[Haskell-cafe] A 3 line program --> Reid, Don, Daniel
Richard O'Keefe
ok at cs.otago.ac.nz
Mon Oct 26 20:12:53 EDT 2009
On Oct 25, 2009, at 5:01 PM, Curt Sampson wrote:
> Actually, you would be having the exact same issues with Java; in
> UTF-8
> mode it would also choke on Latin-1.
Yes, but from the 'javac' man-page:
-encoding encoding
Sets the source file encoding name,
such as
EUCJIS/SJIS/ISO8859-1/UTF8. If -encoding is not
specified, the
platform default converter is used.
The corresponding part of the GHC documentation says
GHC assumes that source files are ASCII or UTF-8 only,
other encodings are not recognised. However,
invalid UTF-8 sequences will be ignored in comments,
so it is possible to use other encodings such as Latin-1,
as long as the non-comment source code is ASCII only.
There's no obvious reason why GHC couldn't support any source
encoding that the host's iconv() supports.
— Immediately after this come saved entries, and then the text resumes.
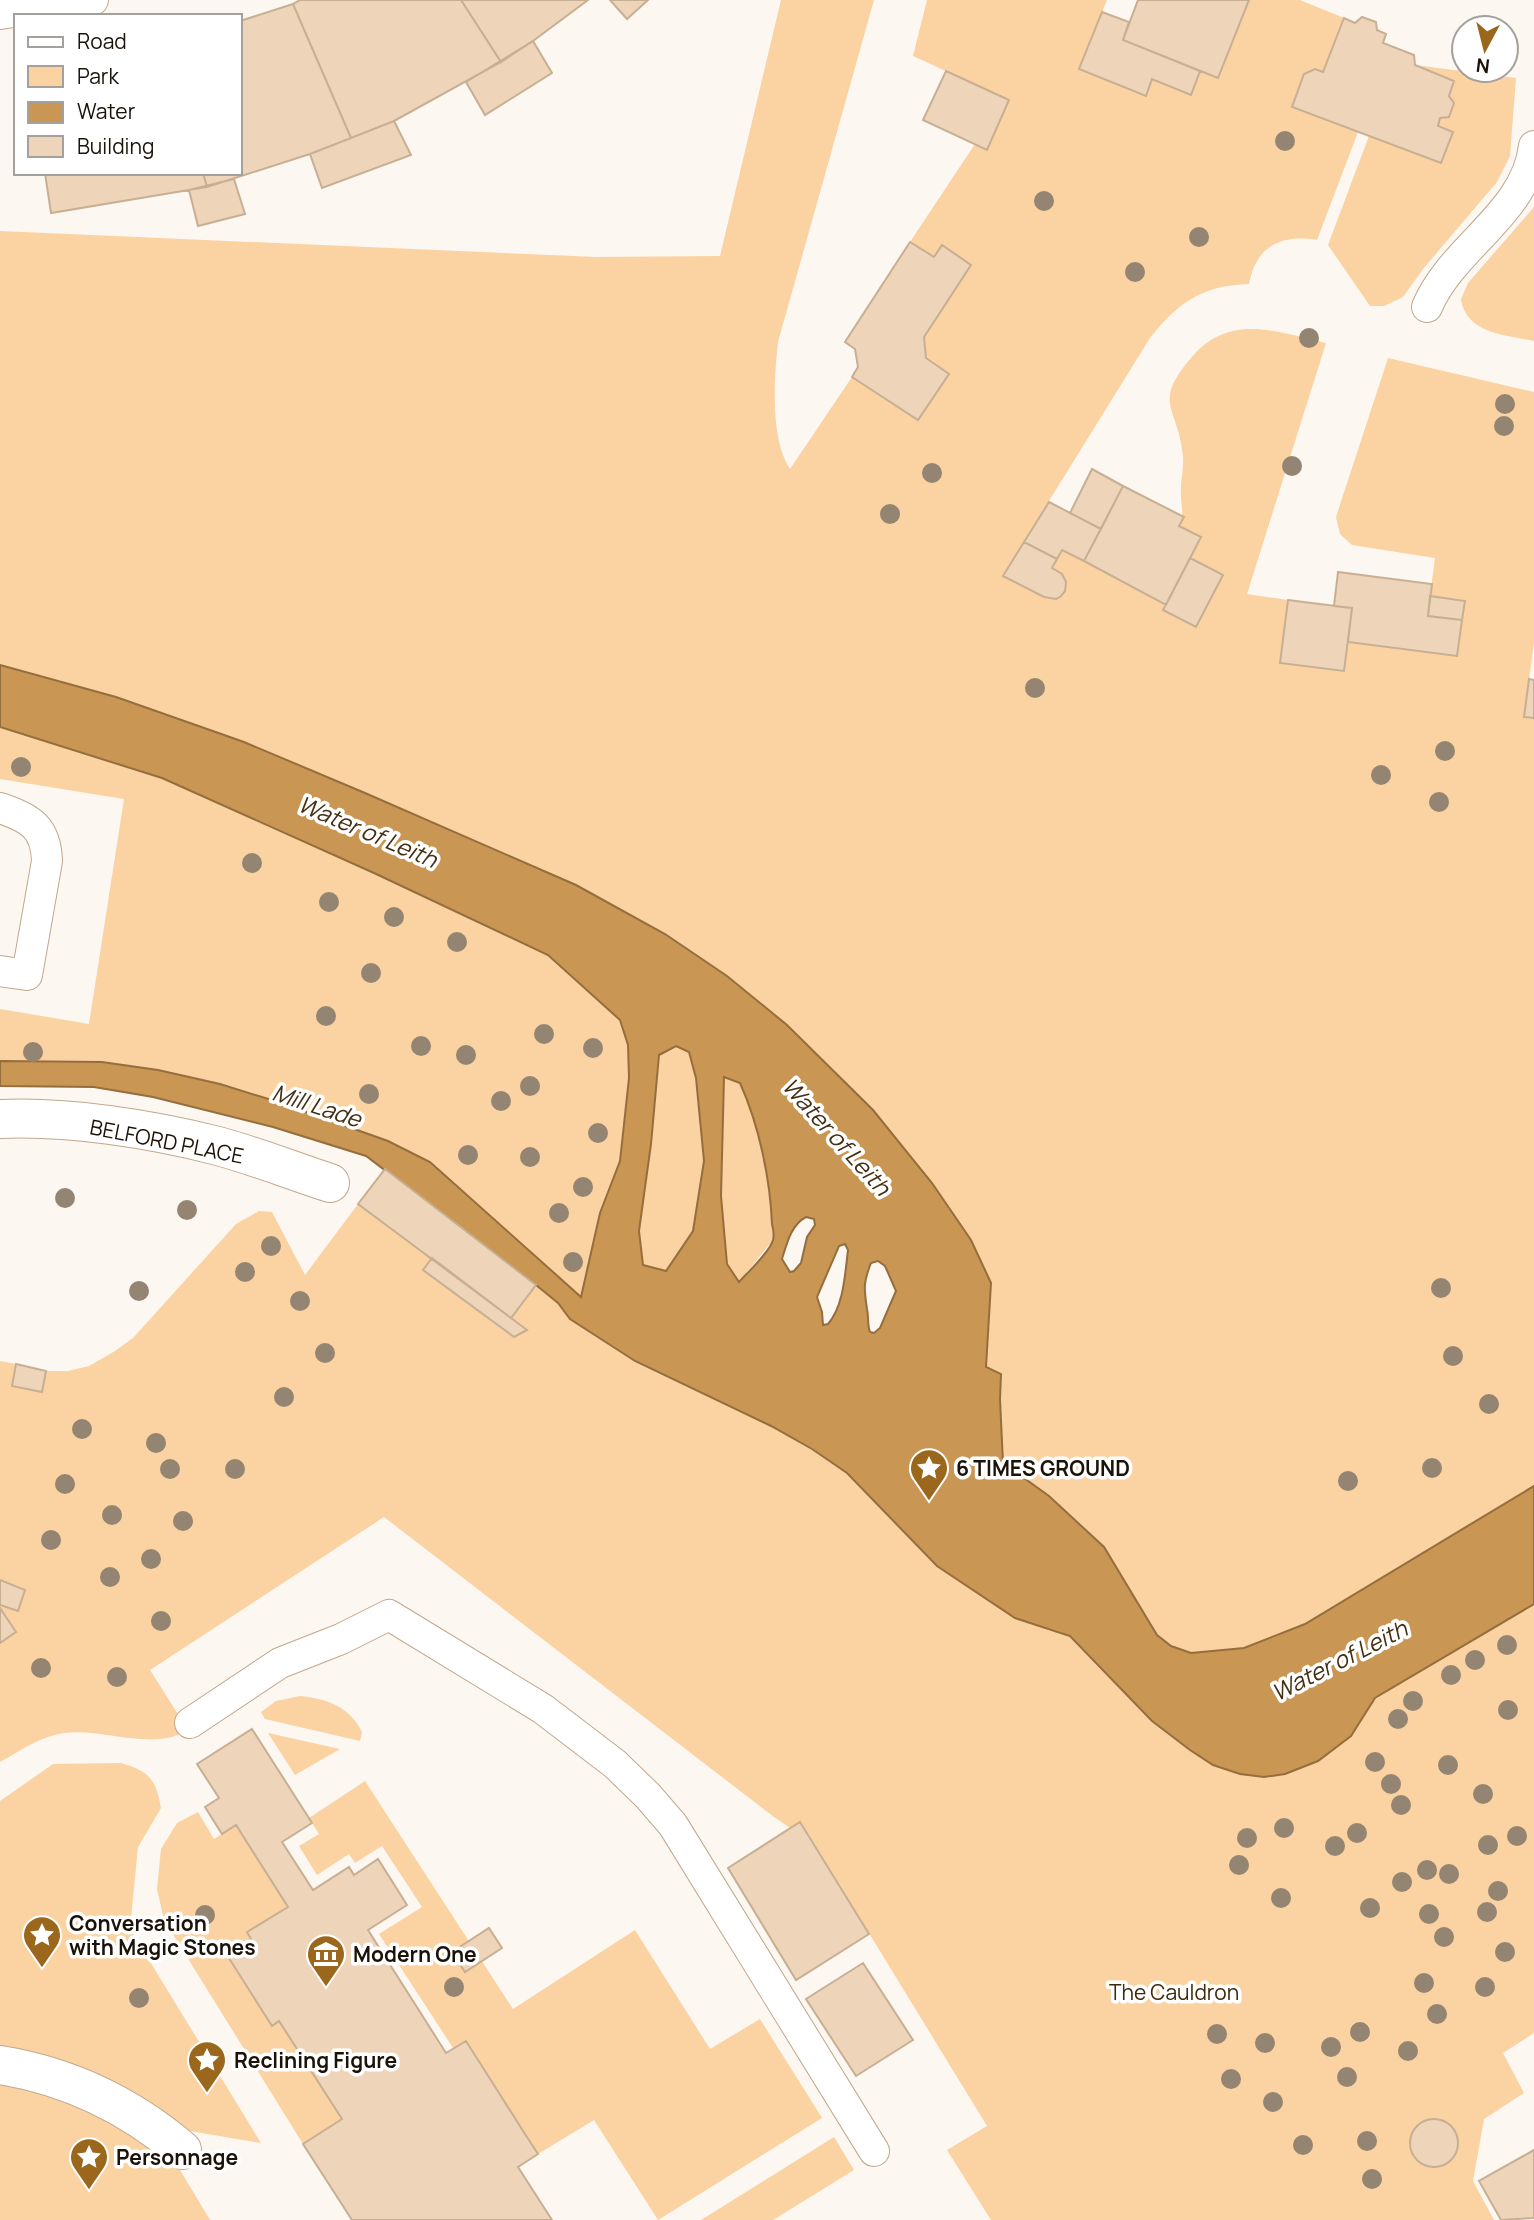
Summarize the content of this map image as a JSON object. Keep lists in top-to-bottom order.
{
  "streets": {
    "street": ["BELFORD PLACE"]
  },
  "water": ["Water of Leith", "Mill Lade"],
  "parks": ["The Cauldron"],
  "places": {
    "place": [
      "6 TIMES GROUND",
      "Conversation with Magic Stones",
      "Reclining Figure",
      "Personnage"
    ],
    "museum": ["Modern One"]
  },
  "legend": [
    "Road",
    "Park",
    "Water",
    "Building"
  ],
  "north": "bottom"
}
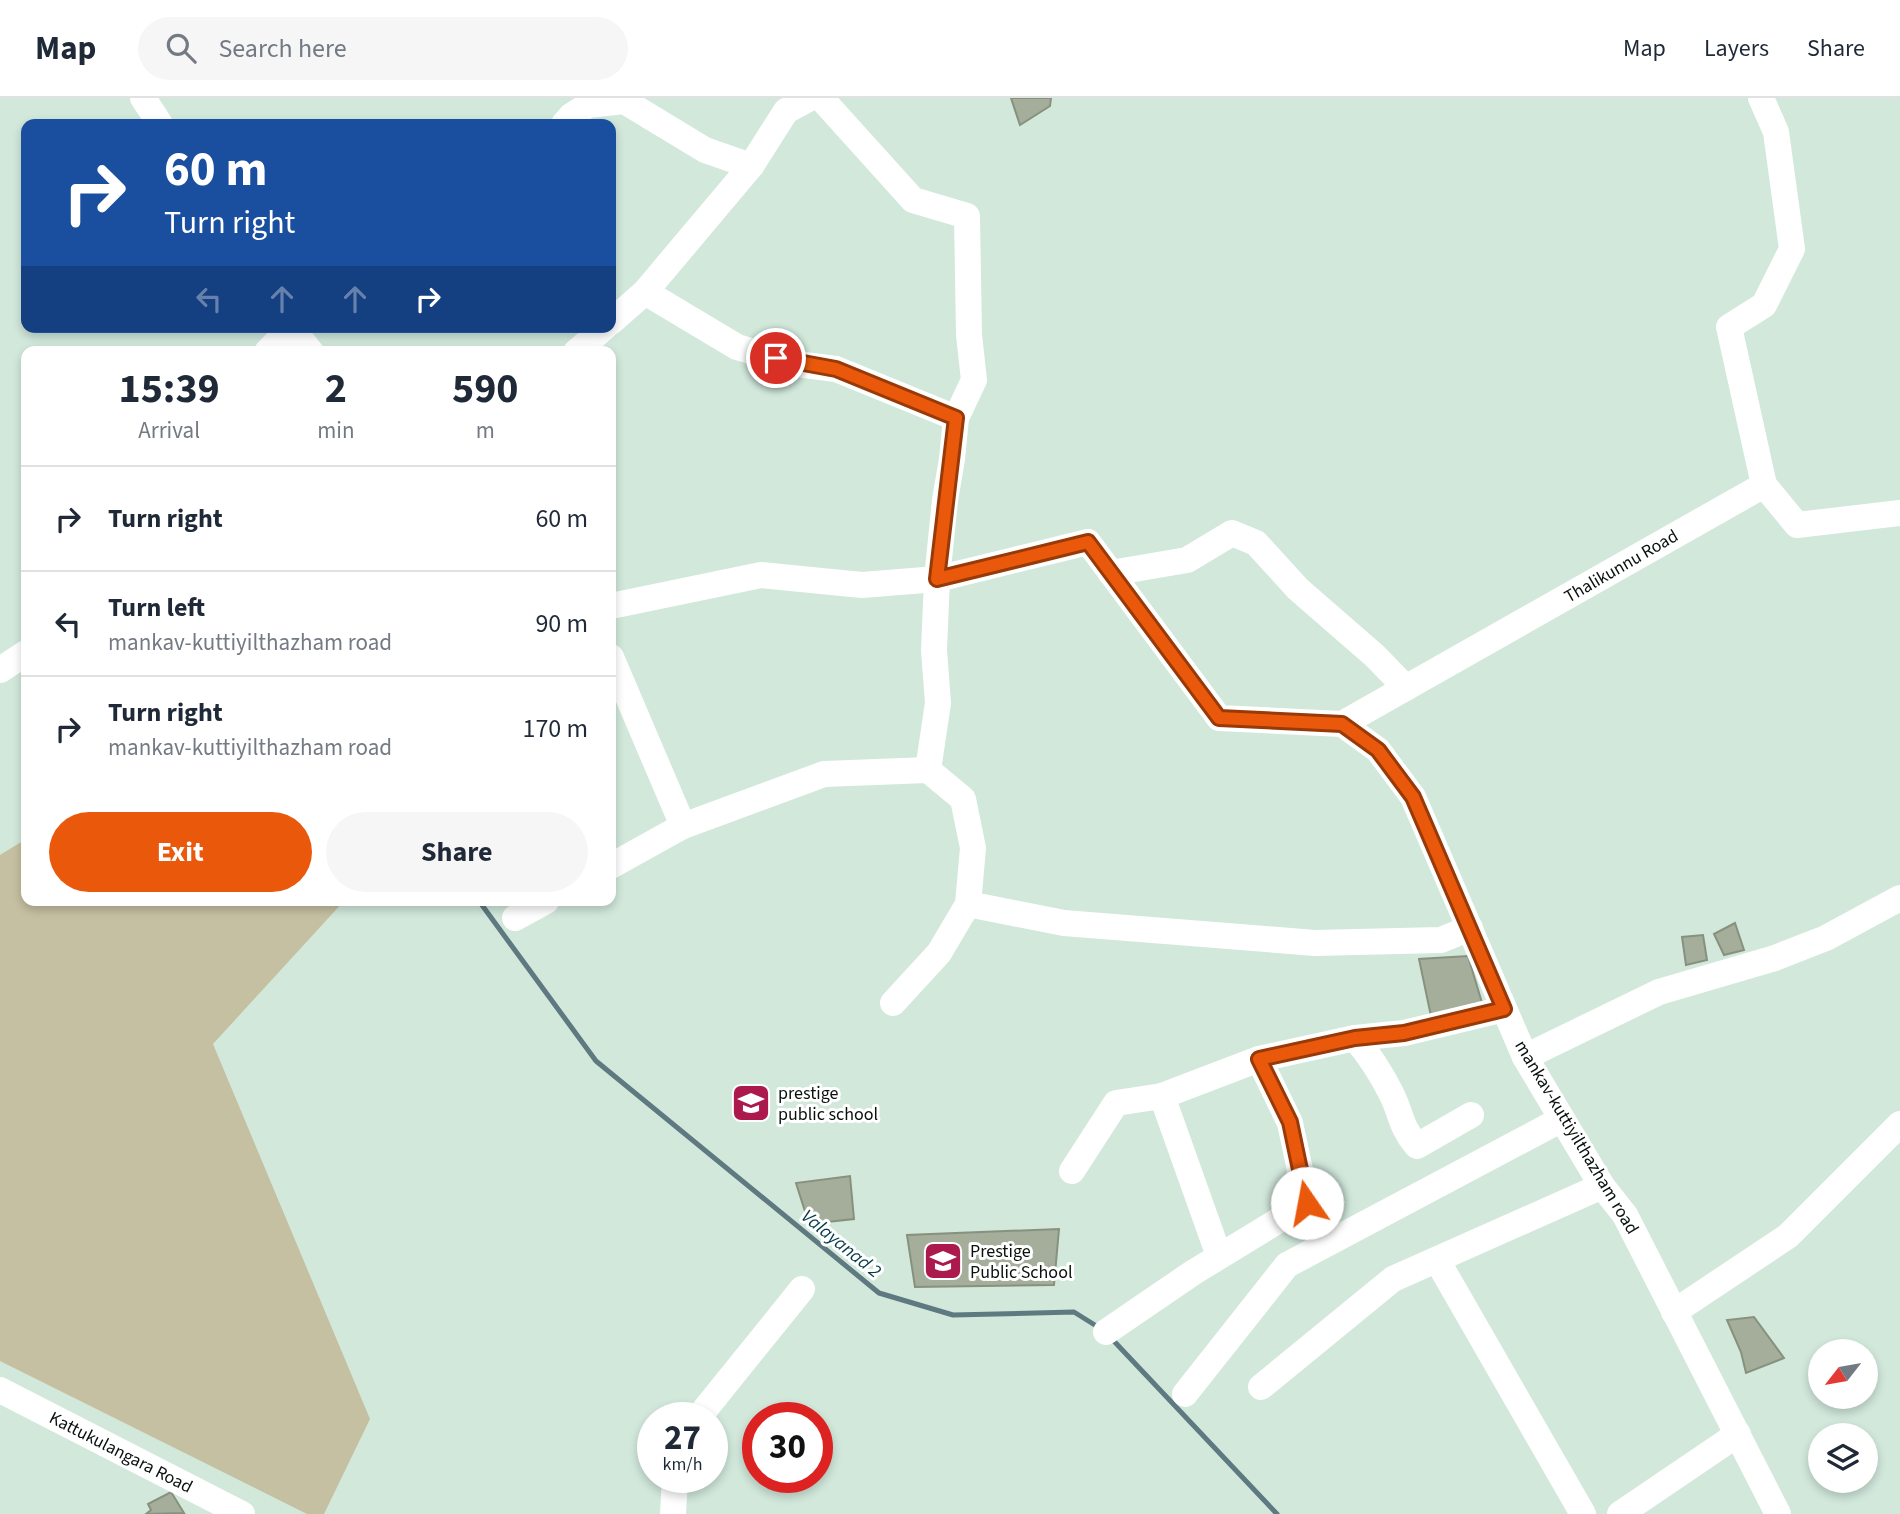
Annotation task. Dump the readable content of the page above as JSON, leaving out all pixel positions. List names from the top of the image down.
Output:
{
  "streets": {
    "street": ["Thalikunnu Road", "mankav-kuttiyilthazham road", "Kattukulangara Road"]
  },
  "crossings": [
    ["Thalikunnu Road", "mankav-kuttiyilthazham road"]
  ],
  "water": ["Valayanad 2"],
  "places": {
    "school or university": ["prestige public school", "Prestige Public School"]
  },
  "north": "bottom left",
  "page": {
    "header": "Map",
    "search": "Search here",
    "nav": ["Map", "Layers", "Share"],
    "turn": ["60 m", "Turn right"],
    "eta": [
      "15:39",
      "Arrival",
      "2",
      "min",
      "590",
      "m"
    ],
    "list": [
      {
        "name": "Turn right",
        "value": "60 m"
      },
      {
        "name": "Turn left",
        "note": "mankav-kuttiyilthazham road",
        "value": "90 m"
      },
      {
        "name": "Turn right",
        "note": "mankav-kuttiyilthazham road",
        "value": "170 m"
      }
    ],
    "buttons": ["Exit", "Share"],
    "speed": "27 km/h",
    "limit": "30"
  }
}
> Blaming Haskell for this
> "problem" is quite unfair.
It is perfectly fair. The problem is not that the original user
isn't telling GHC what the encoding is, but that GHC cannot be
told. A javac-like -encoding switch on the command line would
meet the original need.
>
>
> (If all of this UTF-8 stuff seems annoying to you, consider that in
> ISO-8859-1 it's not possible to express the simplest Japanese word.
And why, exactly, should someone who has no Japanese words to express
even care? You have explained why UTF-8 is a good *default*; that
does not make choosing it as the *only* option a good idea.